**Brief:** Below, find each line holding "service" and state how many there are, using the number alone.
(Beginning of Exercise input)
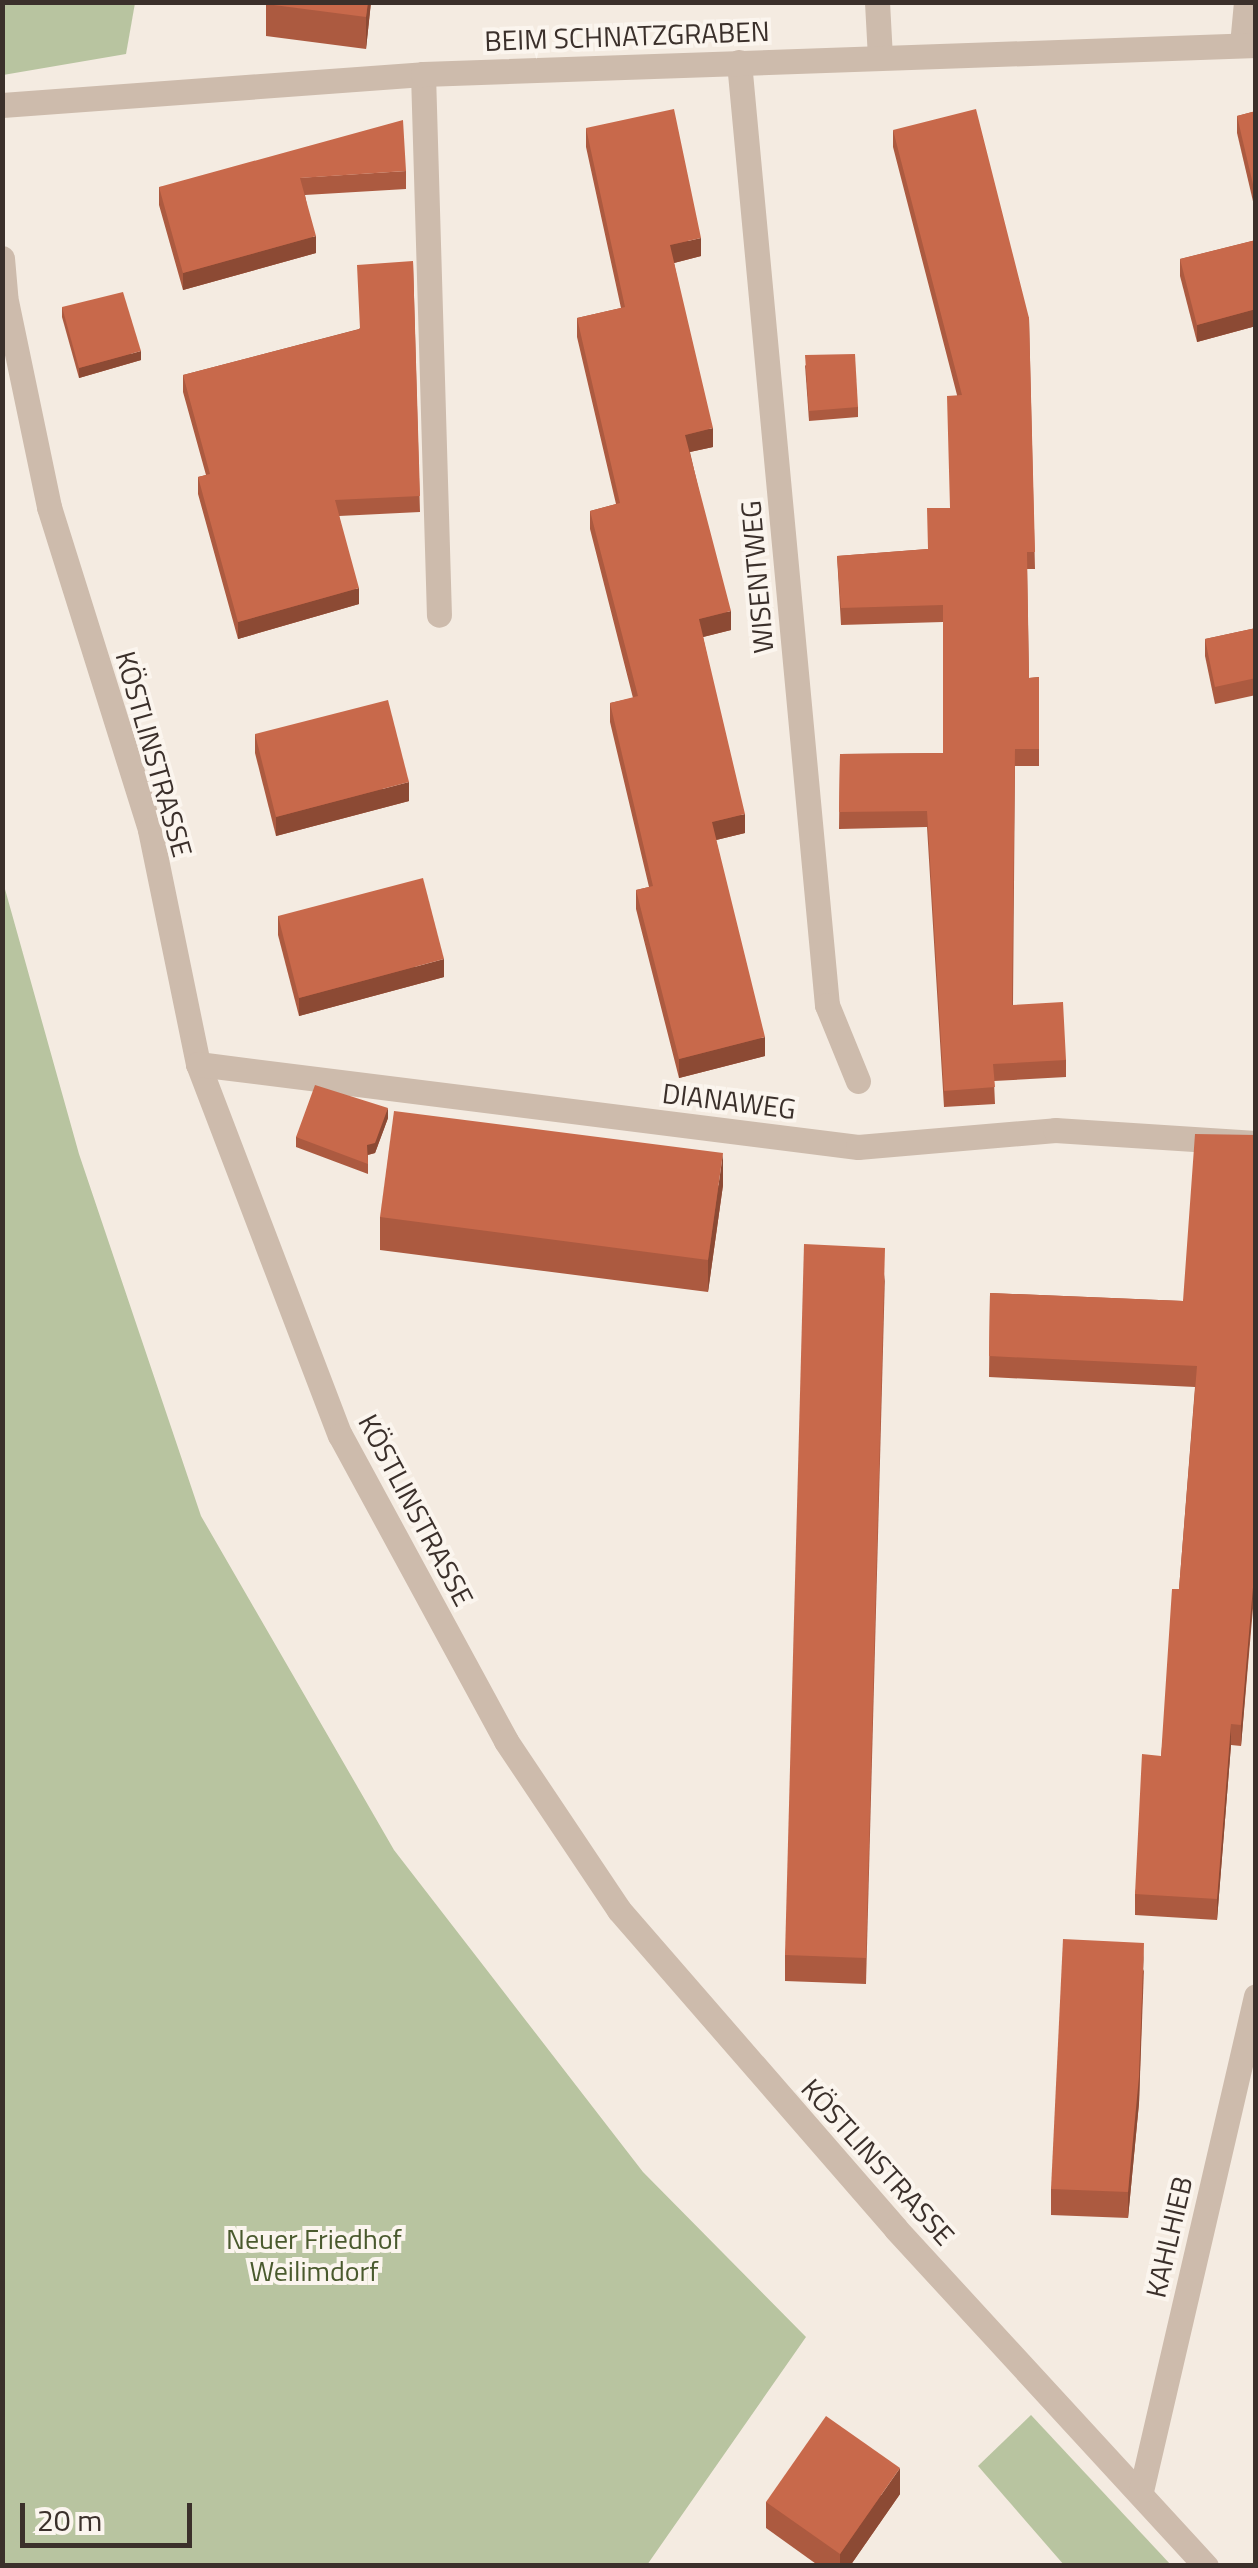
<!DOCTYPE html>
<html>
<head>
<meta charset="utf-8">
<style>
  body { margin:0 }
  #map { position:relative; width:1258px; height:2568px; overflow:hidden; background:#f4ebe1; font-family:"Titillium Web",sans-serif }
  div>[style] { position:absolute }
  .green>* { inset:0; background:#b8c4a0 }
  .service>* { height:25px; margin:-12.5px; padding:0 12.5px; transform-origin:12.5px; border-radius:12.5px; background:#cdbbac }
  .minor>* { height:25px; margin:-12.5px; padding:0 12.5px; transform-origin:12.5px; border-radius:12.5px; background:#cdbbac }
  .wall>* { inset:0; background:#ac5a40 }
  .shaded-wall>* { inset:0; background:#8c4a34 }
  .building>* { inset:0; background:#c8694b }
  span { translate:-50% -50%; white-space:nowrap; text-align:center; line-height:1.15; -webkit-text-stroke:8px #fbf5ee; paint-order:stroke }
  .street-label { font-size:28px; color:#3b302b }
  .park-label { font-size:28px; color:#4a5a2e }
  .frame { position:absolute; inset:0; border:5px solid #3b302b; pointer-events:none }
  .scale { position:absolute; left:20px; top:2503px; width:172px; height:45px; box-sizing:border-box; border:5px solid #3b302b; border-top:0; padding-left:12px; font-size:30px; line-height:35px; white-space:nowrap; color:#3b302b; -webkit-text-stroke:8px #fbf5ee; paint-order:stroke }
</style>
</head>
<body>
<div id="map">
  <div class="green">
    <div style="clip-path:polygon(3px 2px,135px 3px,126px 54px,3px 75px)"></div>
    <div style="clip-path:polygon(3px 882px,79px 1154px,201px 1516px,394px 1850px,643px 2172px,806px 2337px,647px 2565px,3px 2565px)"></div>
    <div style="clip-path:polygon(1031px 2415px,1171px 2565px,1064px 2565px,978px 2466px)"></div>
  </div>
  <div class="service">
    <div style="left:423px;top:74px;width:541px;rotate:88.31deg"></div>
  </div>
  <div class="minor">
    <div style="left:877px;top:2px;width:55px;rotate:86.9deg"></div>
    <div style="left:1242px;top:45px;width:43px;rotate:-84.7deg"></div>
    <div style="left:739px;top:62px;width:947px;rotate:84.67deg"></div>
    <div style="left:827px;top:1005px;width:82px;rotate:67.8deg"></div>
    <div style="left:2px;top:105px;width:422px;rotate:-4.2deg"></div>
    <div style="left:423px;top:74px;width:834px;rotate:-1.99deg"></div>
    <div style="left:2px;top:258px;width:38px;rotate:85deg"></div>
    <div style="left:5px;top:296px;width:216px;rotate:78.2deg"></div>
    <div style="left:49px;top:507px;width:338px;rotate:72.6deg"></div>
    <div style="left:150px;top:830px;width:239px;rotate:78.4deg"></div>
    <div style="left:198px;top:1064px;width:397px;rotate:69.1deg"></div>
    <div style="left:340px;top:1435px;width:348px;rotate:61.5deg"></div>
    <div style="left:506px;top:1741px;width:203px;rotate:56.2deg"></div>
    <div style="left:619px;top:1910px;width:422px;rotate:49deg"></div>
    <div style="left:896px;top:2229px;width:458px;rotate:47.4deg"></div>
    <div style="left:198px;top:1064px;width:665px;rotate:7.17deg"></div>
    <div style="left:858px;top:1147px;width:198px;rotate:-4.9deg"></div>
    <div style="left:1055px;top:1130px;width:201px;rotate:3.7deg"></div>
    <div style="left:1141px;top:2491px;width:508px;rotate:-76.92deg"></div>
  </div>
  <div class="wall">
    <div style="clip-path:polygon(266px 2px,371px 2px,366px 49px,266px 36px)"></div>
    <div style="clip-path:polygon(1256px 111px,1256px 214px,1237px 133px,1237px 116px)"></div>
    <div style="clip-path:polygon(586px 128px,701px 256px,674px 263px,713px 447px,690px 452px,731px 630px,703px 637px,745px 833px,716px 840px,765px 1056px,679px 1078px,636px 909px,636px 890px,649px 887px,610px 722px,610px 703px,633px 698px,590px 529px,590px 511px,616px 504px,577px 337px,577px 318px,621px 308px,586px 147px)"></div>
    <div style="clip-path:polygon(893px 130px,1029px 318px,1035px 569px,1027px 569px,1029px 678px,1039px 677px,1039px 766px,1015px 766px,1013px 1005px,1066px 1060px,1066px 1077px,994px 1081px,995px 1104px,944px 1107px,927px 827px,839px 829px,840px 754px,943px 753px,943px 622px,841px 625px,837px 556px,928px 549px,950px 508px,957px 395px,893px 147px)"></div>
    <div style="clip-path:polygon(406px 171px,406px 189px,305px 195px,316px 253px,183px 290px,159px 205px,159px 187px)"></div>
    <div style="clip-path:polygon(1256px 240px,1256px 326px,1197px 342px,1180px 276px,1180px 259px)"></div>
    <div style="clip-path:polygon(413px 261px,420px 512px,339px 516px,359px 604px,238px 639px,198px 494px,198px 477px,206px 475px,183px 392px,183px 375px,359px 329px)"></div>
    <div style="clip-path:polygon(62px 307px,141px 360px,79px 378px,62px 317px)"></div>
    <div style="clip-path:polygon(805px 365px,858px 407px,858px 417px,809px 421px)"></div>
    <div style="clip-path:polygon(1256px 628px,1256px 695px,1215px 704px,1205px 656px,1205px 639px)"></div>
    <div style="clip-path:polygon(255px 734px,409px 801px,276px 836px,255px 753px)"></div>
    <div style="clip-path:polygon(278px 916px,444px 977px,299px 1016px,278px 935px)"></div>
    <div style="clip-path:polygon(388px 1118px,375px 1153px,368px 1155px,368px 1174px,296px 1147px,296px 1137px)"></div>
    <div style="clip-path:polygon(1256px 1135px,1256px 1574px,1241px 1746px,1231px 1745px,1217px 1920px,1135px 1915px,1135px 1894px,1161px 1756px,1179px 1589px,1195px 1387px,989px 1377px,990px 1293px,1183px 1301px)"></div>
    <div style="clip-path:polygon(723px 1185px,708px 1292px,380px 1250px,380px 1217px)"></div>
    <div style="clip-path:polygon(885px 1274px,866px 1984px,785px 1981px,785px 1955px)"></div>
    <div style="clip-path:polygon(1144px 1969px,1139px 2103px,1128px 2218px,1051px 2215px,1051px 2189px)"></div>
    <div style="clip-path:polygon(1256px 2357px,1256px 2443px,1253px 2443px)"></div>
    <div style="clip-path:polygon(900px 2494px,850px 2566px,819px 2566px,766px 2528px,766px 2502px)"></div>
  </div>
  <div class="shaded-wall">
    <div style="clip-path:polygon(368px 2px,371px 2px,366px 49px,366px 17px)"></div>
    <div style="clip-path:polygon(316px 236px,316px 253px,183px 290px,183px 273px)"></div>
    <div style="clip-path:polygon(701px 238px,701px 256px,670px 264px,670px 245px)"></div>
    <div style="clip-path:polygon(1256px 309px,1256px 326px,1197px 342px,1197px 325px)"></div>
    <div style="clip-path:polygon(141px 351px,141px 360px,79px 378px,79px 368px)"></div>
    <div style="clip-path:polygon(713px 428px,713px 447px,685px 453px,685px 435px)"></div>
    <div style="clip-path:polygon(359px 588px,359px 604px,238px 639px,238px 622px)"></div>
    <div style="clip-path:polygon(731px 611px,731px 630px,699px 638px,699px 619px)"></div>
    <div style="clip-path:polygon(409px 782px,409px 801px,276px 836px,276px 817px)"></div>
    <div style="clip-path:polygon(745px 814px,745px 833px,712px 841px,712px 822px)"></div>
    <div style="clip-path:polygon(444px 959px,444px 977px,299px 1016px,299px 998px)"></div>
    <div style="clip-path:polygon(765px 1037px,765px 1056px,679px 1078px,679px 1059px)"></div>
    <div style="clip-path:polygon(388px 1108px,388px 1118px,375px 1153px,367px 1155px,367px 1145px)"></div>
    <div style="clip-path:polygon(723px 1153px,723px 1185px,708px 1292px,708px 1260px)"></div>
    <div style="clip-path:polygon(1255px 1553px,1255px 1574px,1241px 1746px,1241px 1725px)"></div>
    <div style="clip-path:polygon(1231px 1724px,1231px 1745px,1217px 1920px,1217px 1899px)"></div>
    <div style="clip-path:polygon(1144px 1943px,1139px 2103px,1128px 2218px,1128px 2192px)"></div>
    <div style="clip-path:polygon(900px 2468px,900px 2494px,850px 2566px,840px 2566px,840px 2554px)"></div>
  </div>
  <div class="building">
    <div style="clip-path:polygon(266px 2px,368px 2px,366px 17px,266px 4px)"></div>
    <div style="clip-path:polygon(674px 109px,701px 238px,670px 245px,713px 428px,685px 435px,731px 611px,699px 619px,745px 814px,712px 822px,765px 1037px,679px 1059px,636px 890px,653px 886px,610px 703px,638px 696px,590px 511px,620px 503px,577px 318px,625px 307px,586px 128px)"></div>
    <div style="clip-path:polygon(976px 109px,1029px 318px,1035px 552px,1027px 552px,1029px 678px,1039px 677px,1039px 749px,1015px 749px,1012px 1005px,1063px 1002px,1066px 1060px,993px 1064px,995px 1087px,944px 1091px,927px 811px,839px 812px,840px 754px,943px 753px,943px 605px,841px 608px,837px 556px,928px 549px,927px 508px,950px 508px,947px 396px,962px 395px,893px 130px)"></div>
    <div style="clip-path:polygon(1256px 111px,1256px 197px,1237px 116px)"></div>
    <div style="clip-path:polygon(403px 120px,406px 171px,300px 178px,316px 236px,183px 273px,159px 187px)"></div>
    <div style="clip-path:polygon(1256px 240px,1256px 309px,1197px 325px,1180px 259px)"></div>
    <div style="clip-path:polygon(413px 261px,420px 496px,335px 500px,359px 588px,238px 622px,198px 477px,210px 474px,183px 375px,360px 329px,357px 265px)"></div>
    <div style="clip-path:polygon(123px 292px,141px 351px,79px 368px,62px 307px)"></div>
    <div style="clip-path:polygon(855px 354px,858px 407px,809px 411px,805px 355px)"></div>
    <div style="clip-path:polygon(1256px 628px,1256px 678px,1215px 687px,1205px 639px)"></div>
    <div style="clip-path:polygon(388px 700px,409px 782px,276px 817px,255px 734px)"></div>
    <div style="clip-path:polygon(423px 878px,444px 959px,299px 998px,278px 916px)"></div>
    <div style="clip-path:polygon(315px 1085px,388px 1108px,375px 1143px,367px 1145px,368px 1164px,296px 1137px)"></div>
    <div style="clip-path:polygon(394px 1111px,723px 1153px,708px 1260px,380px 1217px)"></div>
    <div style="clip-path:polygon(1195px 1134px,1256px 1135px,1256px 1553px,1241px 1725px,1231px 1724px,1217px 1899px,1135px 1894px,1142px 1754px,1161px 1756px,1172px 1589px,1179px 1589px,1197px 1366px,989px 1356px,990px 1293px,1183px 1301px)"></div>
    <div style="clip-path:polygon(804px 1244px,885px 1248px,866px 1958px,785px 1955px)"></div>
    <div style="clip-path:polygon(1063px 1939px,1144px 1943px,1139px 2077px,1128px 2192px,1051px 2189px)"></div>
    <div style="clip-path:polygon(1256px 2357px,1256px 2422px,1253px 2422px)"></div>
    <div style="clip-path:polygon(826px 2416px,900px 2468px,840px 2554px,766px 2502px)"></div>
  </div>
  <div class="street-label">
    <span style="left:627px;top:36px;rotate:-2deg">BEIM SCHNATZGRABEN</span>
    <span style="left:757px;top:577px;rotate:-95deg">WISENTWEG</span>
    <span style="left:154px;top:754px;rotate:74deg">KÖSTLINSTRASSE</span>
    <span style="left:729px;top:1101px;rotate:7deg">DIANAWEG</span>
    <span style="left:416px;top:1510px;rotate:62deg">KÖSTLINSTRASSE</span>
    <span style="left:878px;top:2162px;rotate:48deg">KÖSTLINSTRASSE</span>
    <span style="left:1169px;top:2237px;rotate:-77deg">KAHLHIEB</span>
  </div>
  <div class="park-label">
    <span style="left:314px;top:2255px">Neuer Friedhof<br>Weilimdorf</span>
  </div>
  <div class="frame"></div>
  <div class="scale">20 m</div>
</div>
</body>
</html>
(End of Exercise input)
**Problem solution:** 2